18.5 parts of the product of Synthesis example 6, namely, a boron nitride-coated polytetrafluoroethylene composite filler, 4 parts of alumina, 10 parts of quartz, 30 parts of magnesium hydroxide, 6 parts of aluminum nitride, 9 parts of a vinyl-terminated modified polyphenylene ether (Sabic SA 9000), 7 parts of polybutadiene (Kliviley Ricon 154), 4 parts of polybutadiene (Kliviley Ricon 156), 5 parts of a polydiene-styrene-divinylbenzene terpolymer (Kliviley Ricon 257), 3 parts of a polybutadiene-maleic anhydride copolymer (Kliviley Ricon130MA 8), and 5 parts of decabromodiphenylethane were mixed with methyl methacrylateStirring for 24h at 50 ℃ in benzene to fully dissolve and uniformly disperse, cooling to room temperature, adding 0.9 part of dibenzoyl peroxide, and further uniformly stirring; dipping 1078 glass fiber cloth in glue, and baking and drying to obtain a prepreg, wherein the baking temperature in the first stage is 80 ℃ for 3min, and the baking temperature in the second stage is 140 ℃ for 2 min; stacking 9 prepregs, respectively attaching back adhesive copper foils to the upper and lower surfaces of the prepregs under a pressure of 70-90 kg/cm²And laminating for 2 hours at the temperature of 220 ℃ to obtain the high-thermal-conductivity thermosetting hydrocarbon polymer-based copper-clad plate.
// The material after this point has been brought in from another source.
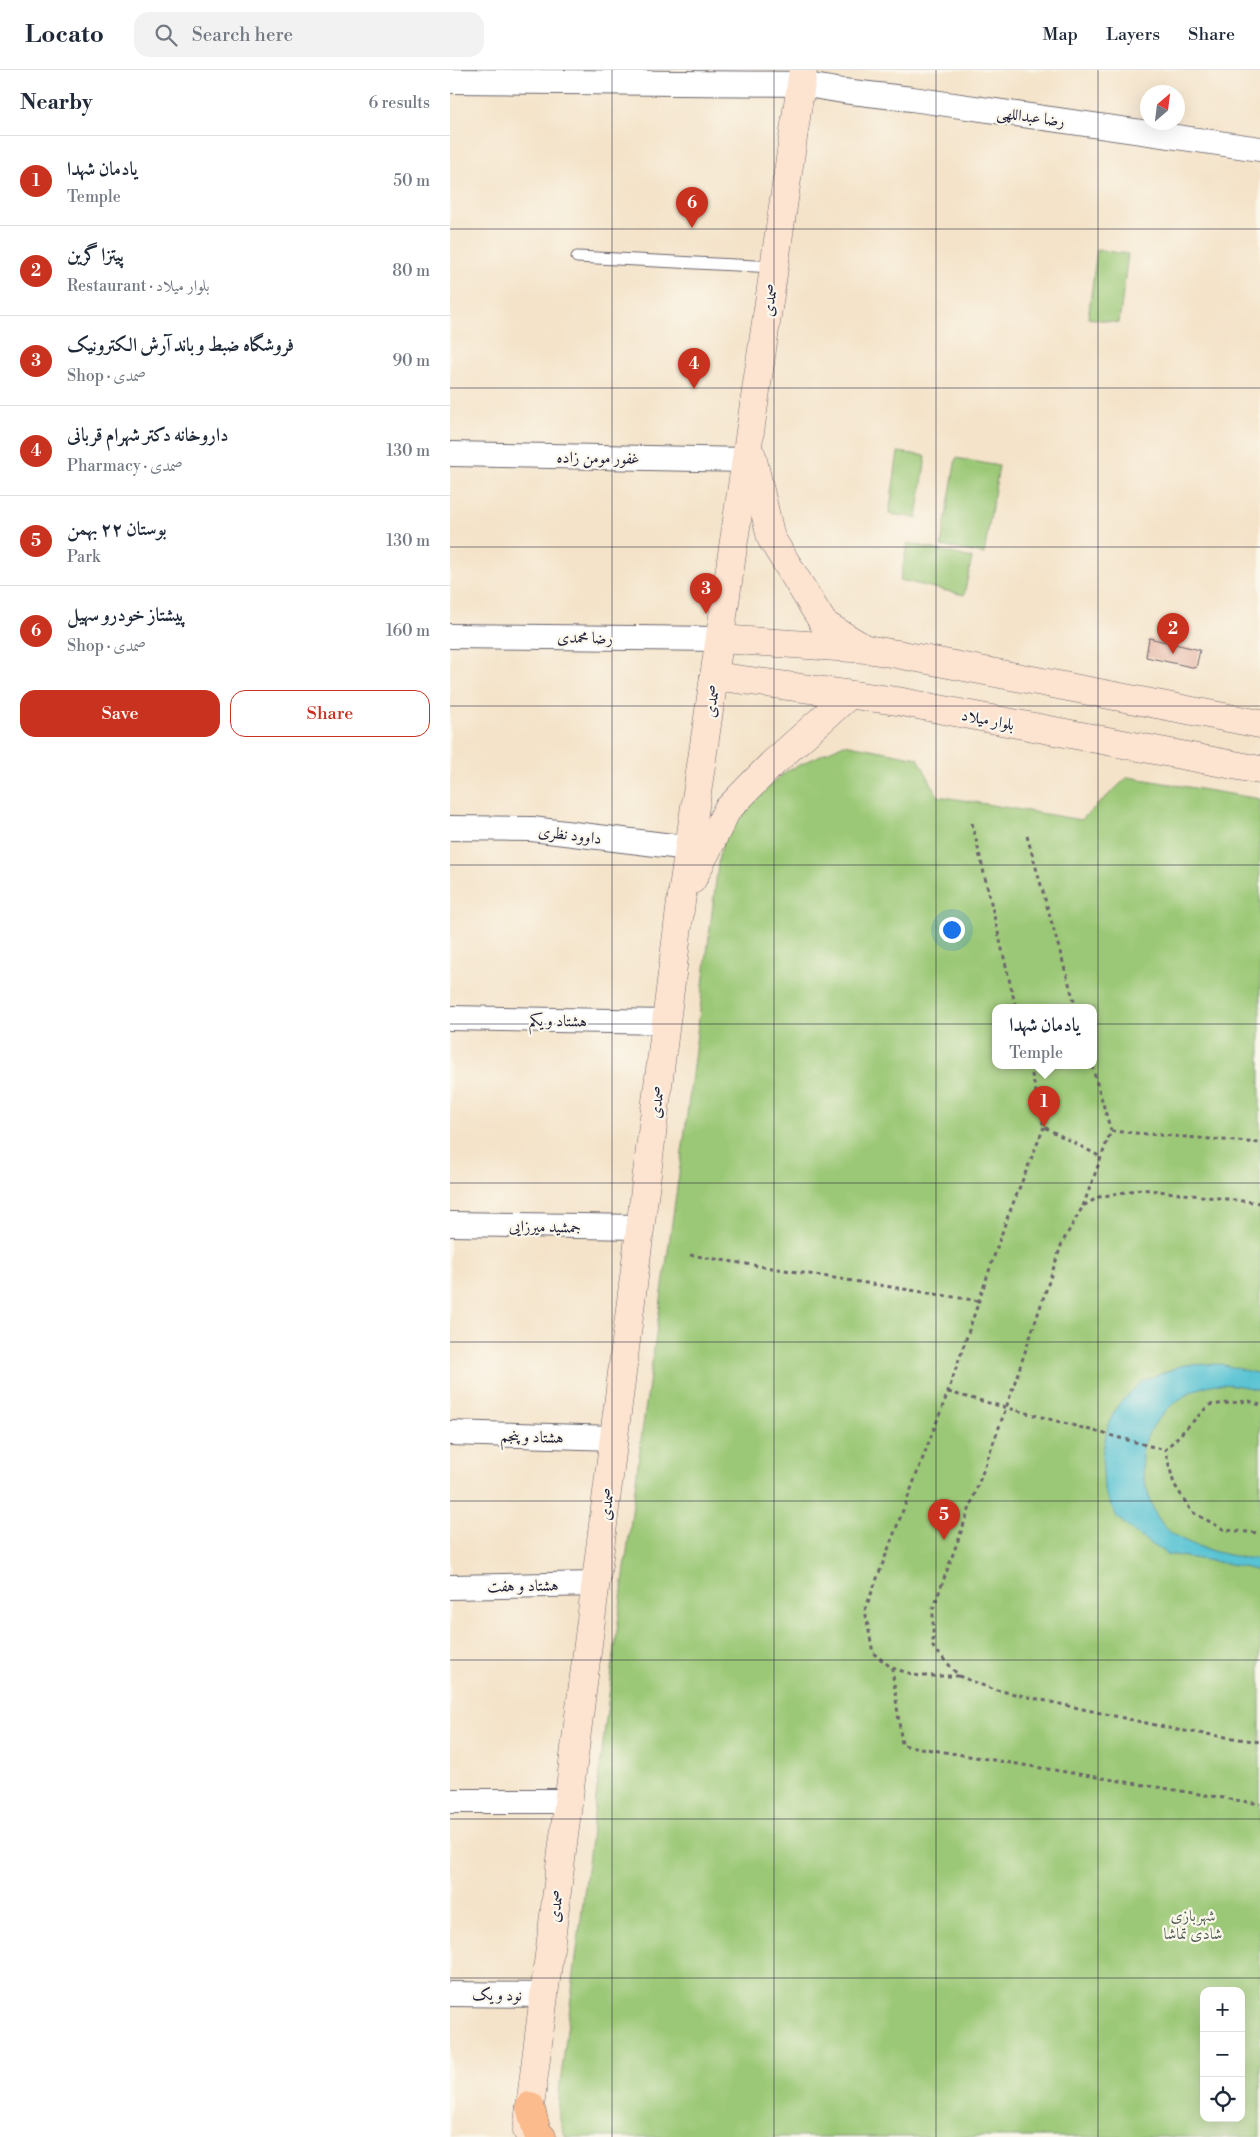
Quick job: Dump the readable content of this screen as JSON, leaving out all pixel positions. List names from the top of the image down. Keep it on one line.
{"streets":{"main road":["صمدی","بلوار میلاد"],"street":["رضا عبداللهی","غفور مومن زاده","رضا محمدی","داوود نظری","هشتاد و یکم","جمشید میرزایی","هشتاد و پنجم","هشتاد و هفت","نود و یک"]},"crossings":[["رضا عبداللهی","صمدی"],["صمدی","غفور مومن زاده"],["صمدی","رضا محمدی"],["صمدی","بلوار میلاد"],["صمدی","داوود نظری"],["صمدی","هشتاد و یکم"],["صمدی","جمشید میرزایی"],["صمدی","هشتاد و پنجم"],["صمدی","هشتاد و هفت"],["صمدی","نود و یک"]],"parks":["شهربازی شادی تماشا"],"north":"top right","page":{"header":"Locato","search":"Search here","nav":["Map","Layers","Share"],"heading":["Nearby","6 results"],"list":[{"mark":"1","name":"یادمان شهدا","note":"Temple","value":"50 m"},{"mark":"2","name":"پیتزا گرین","note":"Restaurant · بلوار میلاد","value":"80 m"},{"mark":"3","name":"فروشگاه ضبط و باند آرش الکترونیک","note":"Shop · صمدی","value":"90 m"},{"mark":"4","name":"داروخانه دکتر شهرام قربانی","note":"Pharmacy · صمدی","value":"130 m"},{"mark":"5","name":"بوستان ۲۲ بهمن","note":"Park","value":"130 m"},{"mark":"6","name":"پیشتاز خودرو سهیل","note":"Shop · صمدی","value":"160 m"}],"pins":["6","4","3","2","1","5"],"buttons":["Save","Share"],"popup":["یادمان شهدا","Temple"],"map_buttons":["+","−"]}}
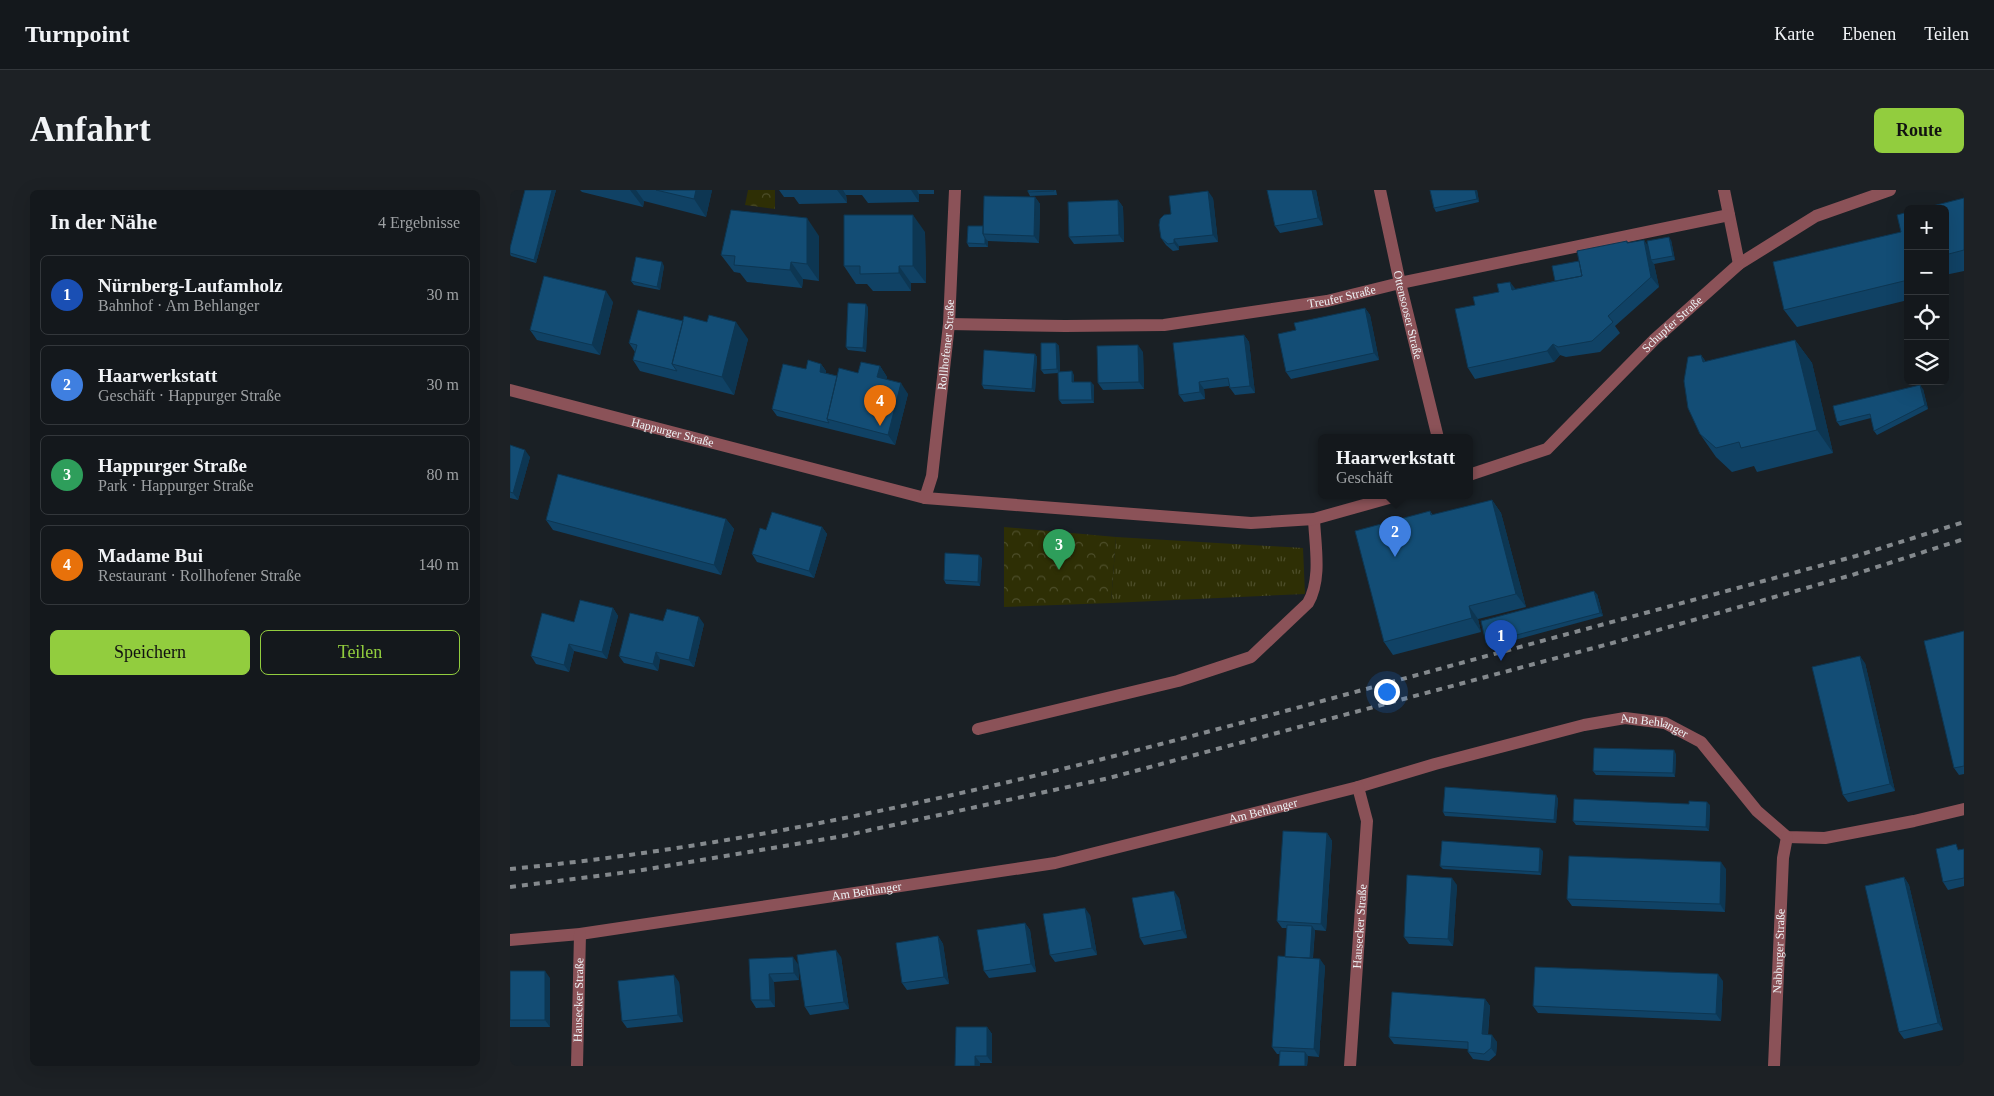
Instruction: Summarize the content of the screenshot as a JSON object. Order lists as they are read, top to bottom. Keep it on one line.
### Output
{"streets":{"street":["Treufer Straße","Ottensooser Straße","Schupfer Straße","Rollhofener Straße","Happurger Straße","Am Behlanger","Hausecker Straße","Nabburger Straße"]},"crossings":[["Treufer Straße","Ottensooser Straße"],["Treufer Straße","Rollhofener Straße"],["Rollhofener Straße","Happurger Straße"],["Am Behlanger","Hausecker Straße"],["Am Behlanger","Nabburger Straße"]],"page":{"header":"Turnpoint","nav":["Karte","Ebenen","Teilen"],"buttons":["Route",["Speichern","Teilen"]],"title":"Anfahrt","heading":["In der Nähe","4 Ergebnisse"],"map_buttons":["+","−"],"list":[{"mark":"1","name":"Nürnberg-Laufamholz","note":"Bahnhof · Am Behlanger","value":"30 m"},{"mark":"2","name":"Haarwerkstatt","note":"Geschäft · Happurger Straße","value":"30 m"},{"mark":"3","name":"Happurger Straße","note":"Park · Happurger Straße","value":"80 m"},{"mark":"4","name":"Madame Bui","note":"Restaurant · Rollhofener Straße","value":"140 m"}],"pins":["4","2","3","1"],"popup":["Haarwerkstatt","Geschäft"]}}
In conclusion, the invention has good industrial production basis and wide application prospect.

The above examples are not intended to limit the amount of the composition of the present invention. Any minor modifications, equivalent changes and modifications to the above embodiments in accordance with the technical spirit or composition ingredients or contents of the present invention are within the scope of the technical solution of the present invention.

Claims

1. The boron nitride-coated polytetrafluoroethylene composite filler is characterized by comprising the following specific preparation methods:

2. The boron nitride-coated polytetrafluoroethylene composite filler according to claim 1, wherein the solvent A in step 1 is one or a mixture of water, methanol, ethanol or isopropanol;

3. A prepreg prepared by using the boron nitride-coated polytetrafluoroethylene composite filler according to claim 1, which is characterized by comprising the following specific preparation steps:

4. The prepreg according to claim 3, wherein the boron nitride-coated polytetrafluoroethylene composite filler in S1 accounts for 5-40 wt% of the crosslinkable hydrocarbon resin composition;

5. The prepreg according to claim 3, wherein the fiber cloth in S2 is one of an electronic grade alkali-free glass fiber cloth, a carbon fiber, a boron fiber, Kevlar, polyimide, polytetrafluoroethylene, a polyester fiber cloth and an LCP fiber cloth;

6. A high-thermal-conductivity type carbon-hydrogen copper-clad plate manufactured by adopting the prepreg according to claim 3 is characterized by comprising the following specific steps: laminating a prepreg, a film and copper foil coated on the surface together, and preparing the thermosetting copper-clad plate by a laminating process;

the thickness of the high-heat-conductivity type hydrocarbon copper-clad plate is controlled to be 0.1-10 mm.